*** Opening GIVEN INFORMATION ***

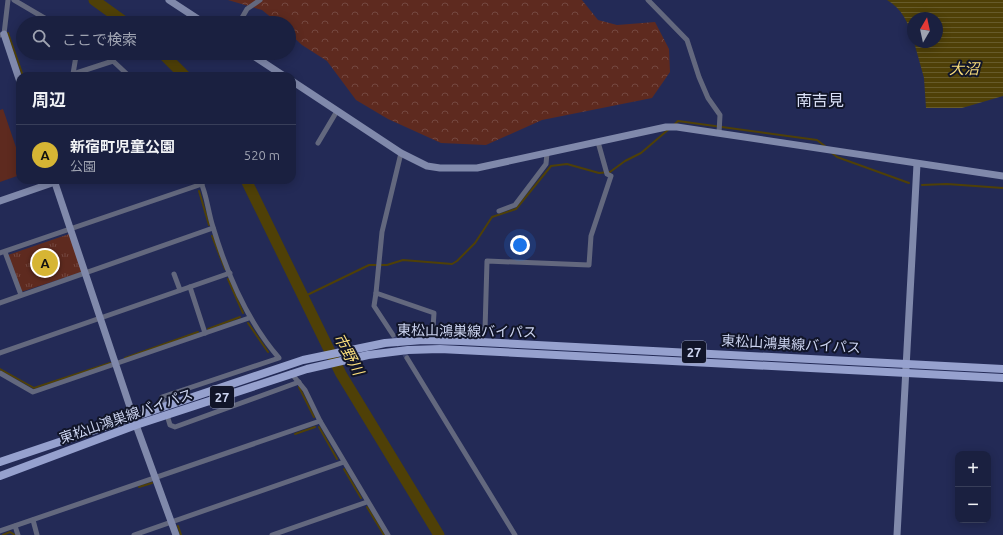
<!DOCTYPE html>
<html lang="ja">
<head>
<meta charset="utf-8">
<style>
	body { margin:0; font-family:Ubuntu,"Noto Sans JP",sans-serif; background:#232847; color:#f1f3f6 }
	.controls { position:absolute; right:12px; bottom:12px; display:grid; overflow:hidden; border-radius:8px; box-shadow:0 2px 10px #0003 }
	.controls button { width:36px; height:36px; display:grid; place-items:center; padding:0; border:0; border-bottom:1px solid #383e59; background:#1a2040; color:#f1f3f6; font:20px sans-serif }
	.compass { position:absolute; left:907px; top:12px; width:36px; height:36px; border-radius:50%; background:#1a2040; box-shadow:0 2px 10px #0003; rotate:9deg }
	.you { position:absolute; left:520px; top:245px; width:14px; height:14px; margin:-10px; border:3px solid #fff; border-radius:50%; background:#1a73e8; box-shadow:0 0 0 6px #1a73e833 }
	.badge { display:grid; place-items:center; width:26px; height:26px; border-radius:50%; background:#d6b534; color:#111; font-size:13px; font-weight:700 }
	.pin { position:absolute; translate:-50% -50%; border:2px solid #fff; box-shadow:0 1px 4px #0006 }
	.list { margin:0; padding:0; list-style:none }
	h2 { display:flex; justify-content:space-between; align-items:center; height:52px; margin:0; padding:0 16px; font-size:17px }
	h2 small { font-size:13px; font-weight:400; color:#9fa3b1 }
	.list li { display:grid; grid-template-columns:26px 1fr auto; gap:12px; align-items:center; box-sizing:border-box; height:60px; padding:0 16px; border-top:1px solid #383e59 }
	.list b { display:block; font-size:15px; white-space:nowrap }
	.list p { margin:0; font-size:13px; white-space:nowrap; color:#9fa3b1 }
	.list em { font-size:13px; font-style:normal; color:#9fa3b1 }
	.icon { flex:none; width:22px; height:22px; fill:none; stroke:currentColor; stroke-width:2; stroke-linecap:round; stroke-linejoin:round }
	.map { position:relative; flex:none; width:1003px; height:535px; overflow:hidden }
	.search { position:absolute; background:#1a2040; box-shadow:0 2px 10px #0003; left:16px; top:16px; width:280px; height:44px; display:flex; align-items:center; gap:10px; box-sizing:border-box; padding:0 14px; border-radius:22px; color:#9fa3b1; font-size:15px }
	.panel { position:absolute; background:#1a2040; box-shadow:0 2px 10px #0003; left:16px; top:72px; width:280px; height:112px; border-radius:12px }
	.map>svg:first-child { display:block }
	.forest { fill:url(#forest-crowns) }
	.park { fill:url(#park-tufts) }
	.pitch { fill:#5e2a1f }
	.water { fill:url(#water-rules) }
	.lines { fill:none; stroke-linecap:round; stroke-linejoin:round }
	.stream { stroke:#4f4007; stroke-width:2 }
	.river { stroke:#4f4007; stroke-width:11 }
	.street-tunnel { stroke:#3c436d; stroke-width:5; stroke-dasharray:5 2.5; stroke-linecap:butt }
	.street { stroke:#63687e; stroke-width:5 }
	.secondary { stroke:#8089ab; stroke-width:7 }
	.primary { stroke:#96a1ce; stroke-width:8 }
	.labels { text-anchor:middle; dominant-baseline:central; stroke-width:4; stroke-linejoin:round; paint-order:stroke }
	.shield { fill:#111529; stroke:#939ab4; stroke-width:1 }
	.shield-label { font-size:13px; font-weight:bold; fill:#cbd3ef }
	.street-label { font-size:14px; fill:#cbd3ef; stroke:#111529 }
	.water-label { font-size:15px; font-style:italic; fill:#f9dd7c; stroke:#111529 }
	.quarter-label { font-size:16px; fill:#d9dff6; stroke:#111529 }
</style>
</head>
<body>
<div class="map">
<svg width="1003" height="535" viewBox="0 0 1003 535">
	<defs>
		<pattern id="forest-crowns" width="20" height="18" patternUnits="userSpaceOnUse"><rect width="20" height="18" fill="#5e2a1f"/><path d="M2 6a3 3 0 1 1 6 0M12 15a3 3 0 1 1 6 0" fill="none" stroke="#744840"/></pattern>
		<pattern id="park-tufts" width="24" height="20" patternUnits="userSpaceOnUse"><rect width="24" height="20" fill="#5e2a1f"/><path d="M3 7l-1-3M5 7V3M7 7l1-3M15 17l-1-3M17 17v-4M19 17l1-3" fill="none" stroke="#744840"/></pattern>
		<pattern id="water-rules" width="6" height="5" patternUnits="userSpaceOnUse"><rect width="6" height="5" fill="#4f4007"/><path d="M0 2.5h6" fill="none" stroke="#675b2b"/></pattern>
	</defs>
	<rect width="100%" height="100%" fill="#232a56"/>
	<polygon class="forest" points="228,0 582,0 598,20 617,25 655,22 669,49 670,72 652,98 542,120 486,145 441,143 388,119 356,100 327,61 302,45 289,33 289,23 278,23 262,10"/>
	<polygon class="park" points="69,234 82,272 21,292 8,255"/>
	<polygon class="pitch" points="3,109 20,159 20,175 0,182 0,110"/>
	<path class="water" d="M887,0h116v96l-41,12h-36l-2,-30 -10,-36h23v-24h-24v21c-5,-17 -11,-30 -26,-39z"/>
	<g class="lines">
		<g class="stream">
			<polyline points="8,33 23,76"/>
			<polyline points="674,125 678,121 817,140 826,147"/>
			<polyline points="832,153 837,157 909,183"/>
			<polyline points="922,185 947,184 1003,188"/>
			<polyline points="199,191 209,225"/>
			<polyline points="212,236 225,269"/>
			<polyline points="228,279 243,313"/>
			<polyline points="303,297 369,265 387,265 403,260 452,264 457,261 475,243 492,217 516,209 551,166 567,164 599,173 610,172 625,161 641,153 669,129"/>
			<polyline points="248,323 268,352"/>
			<polyline points="208,329 240,317"/>
			<polyline points="125,358 198,332"/>
			<polyline points="0,369 34,388 110,363"/>
			<polyline points="299,387 314,417"/>
			<polyline points="319,427 337,459"/>
			<polyline points="295,434 315,427"/>
			<polyline points="344,469 361,498"/>
			<polyline points="139,487 152,483"/>
			<polyline points="367,507 384,535"/>
			<polyline points="178,526 181,535"/>
			<polyline points="3,535 10,532 15,535"/>
		</g>
		<g class="river">
			<polyline points="94,0 126,23"/>
			<polyline points="162,53 185,76"/>
			<polyline points="246,180 341,374 439,535"/>
		</g>
		<polyline class="street-tunnel" points="393,335 407,358"/>
		<g class="street">
			<polyline points="14,0 53,23"/>
			<polyline points="648,0 687,40 699,77 708,98 720,115 719,133"/>
			<polyline points="239,23 247,9 260,0"/>
			<polyline points="0,35 4,34 8,0"/>
			<polyline points="101,53 113,61 129,76"/>
			<polyline points="73,74 76,56"/>
			<polyline points="67,76 113,61"/>
			<polyline points="318,143 337,111"/>
			<polyline points="401,153 382,232 376,293 434,313 433,328 485,330 487,261 589,265 591,236 611,176 607,174 598,142"/>
			<polyline points="499,211 515,205 546,164 547,153"/>
			<polyline points="5,252 21,295"/>
			<polyline points="0,253 202,184"/>
			<polyline points="174,274 180,290"/>
			<polyline points="190,287 205,333"/>
			<polyline points="376,293 374,306 393,335"/>
			<polyline points="0,303 213,228"/>
			<polyline points="0,353 230,273"/>
			<polyline points="407,358 515,535"/>
			<polyline points="0,373 33,392 249,318"/>
			<polyline points="291,373 305,390 320,421 388,535"/>
			<path d="M165,406l-3,-9 117,-39c-32,-37 -52,-84 -66,-131 -5,-15 -6,-32 -13,-47"/>
			<polyline points="167,415 170,425 175,427 299,382"/>
			<polyline points="33,520 37,535"/>
			<polyline points="15,526 18,535"/>
			<polyline points="0,531 320,421"/>
			<polyline points="134,535 344,462"/>
			<polyline points="272,535 367,502"/>
		</g>
		<g class="secondary">
			<polyline points="169,0 204,23"/>
			<polyline points="4,34 20,82"/>
			<polyline points="249,53 284,76"/>
			<polyline points="292,81 401,153 427,166 440,168 477,168 666,127 677,127 1003,176"/>
			<polyline points="54,180 136,425 176,535"/>
			<polyline points="0,201 55,182"/>
			<polyline points="897,535 917,164"/>
		</g>
		<g class="primary">
			<polyline points="0,462 303,360 385,343 423,340 461,341 1003,369"/>
			<polyline points="0,476 136,425 307,369 368,355 408,350 440,349 1003,378"/>
		</g>
	</g>
	<g class="labels">
		<g class="shield">
			<rect x="682" y="341" width="24" height="22" rx="3"/>
			<rect x="210" y="386" width="24" height="22" rx="3"/>
		</g>
		<g class="shield-label">
			<text x="694" y="352">27</text>
			<text x="222" y="397">27</text>
		</g>
		<g class="street-label">
			<text transform="translate(467 331) rotate(1)">東松山鴻巣線バイパス</text>
			<text transform="translate(791 344) rotate(3)">東松山鴻巣線バイパス</text>
			<text transform="translate(126 416) rotate(-19)">東松山鴻巣線バイパス</text>
		</g>
		<g class="water-label">
			<text x="964" y="68">大沼</text>
			<text transform="translate(349 354) rotate(62)">市野川</text>
		</g>
		<g class="quarter-label">
			<text x="820" y="100">南吉見</text>
		</g>
	</g>
</svg>
<div class="controls">
<button>+</button>
<button>−</button>
</div>
<svg class="compass" viewBox="-18 -18 36 36"><path d="M0-13l5 13h-10z" fill="#e53935"/><path d="M0 13l5-13h-10z" fill="#9fa3b1"/></svg>
<div class="you"></div>
<div class="pin badge" style="left:45px;top:263px">A</div>
<div class="search"><svg class="icon" aria-label="search" viewBox="0 0 24 24"><circle cx="10" cy="10" r="6"/><path d="M15 15l6 6"/></svg>ここで検索</div>
<section class="panel">
<h2>周辺<small></small></h2>
<ul class="list">
<li><span class="badge">A</span><div><b>新宿町児童公園</b><p>公園</p></div><em>520 m</em></li>
</ul>
</section>
</div>
</body>
</html>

*** Closing GIVEN INFORMATION ***

Give the lines again word for word, from the start of the records to the line holding "font-size:13px; font-weight:400; color:#9fa3b1", both included, and leave out any picture.

<!DOCTYPE html>
<html lang="ja">
<head>
<meta charset="utf-8">
<style>
	body { margin:0; font-family:Ubuntu,"Noto Sans JP",sans-serif; background:#232847; color:#f1f3f6 }
	.controls { position:absolute; right:12px; bottom:12px; display:grid; overflow:hidden; border-radius:8px; box-shadow:0 2px 10px #0003 }
	.controls button { width:36px; height:36px; display:grid; place-items:center; padding:0; border:0; border-bottom:1px solid #383e59; background:#1a2040; color:#f1f3f6; font:20px sans-serif }
	.compass { position:absolute; left:907px; top:12px; width:36px; height:36px; border-radius:50%; background:#1a2040; box-shadow:0 2px 10px #0003; rotate:9deg }
	.you { position:absolute; left:520px; top:245px; width:14px; height:14px; margin:-10px; border:3px solid #fff; border-radius:50%; background:#1a73e8; box-shadow:0 0 0 6px #1a73e833 }
	.badge { display:grid; place-items:center; width:26px; height:26px; border-radius:50%; background:#d6b534; color:#111; font-size:13px; font-weight:700 }
	.pin { position:absolute; translate:-50% -50%; border:2px solid #fff; box-shadow:0 1px 4px #0006 }
	.list { margin:0; padding:0; list-style:none }
	h2 { display:flex; justify-content:space-between; align-items:center; height:52px; margin:0; padding:0 16px; font-size:17px }
	h2 small { font-size:13px; font-weight:400; color:#9fa3b1 }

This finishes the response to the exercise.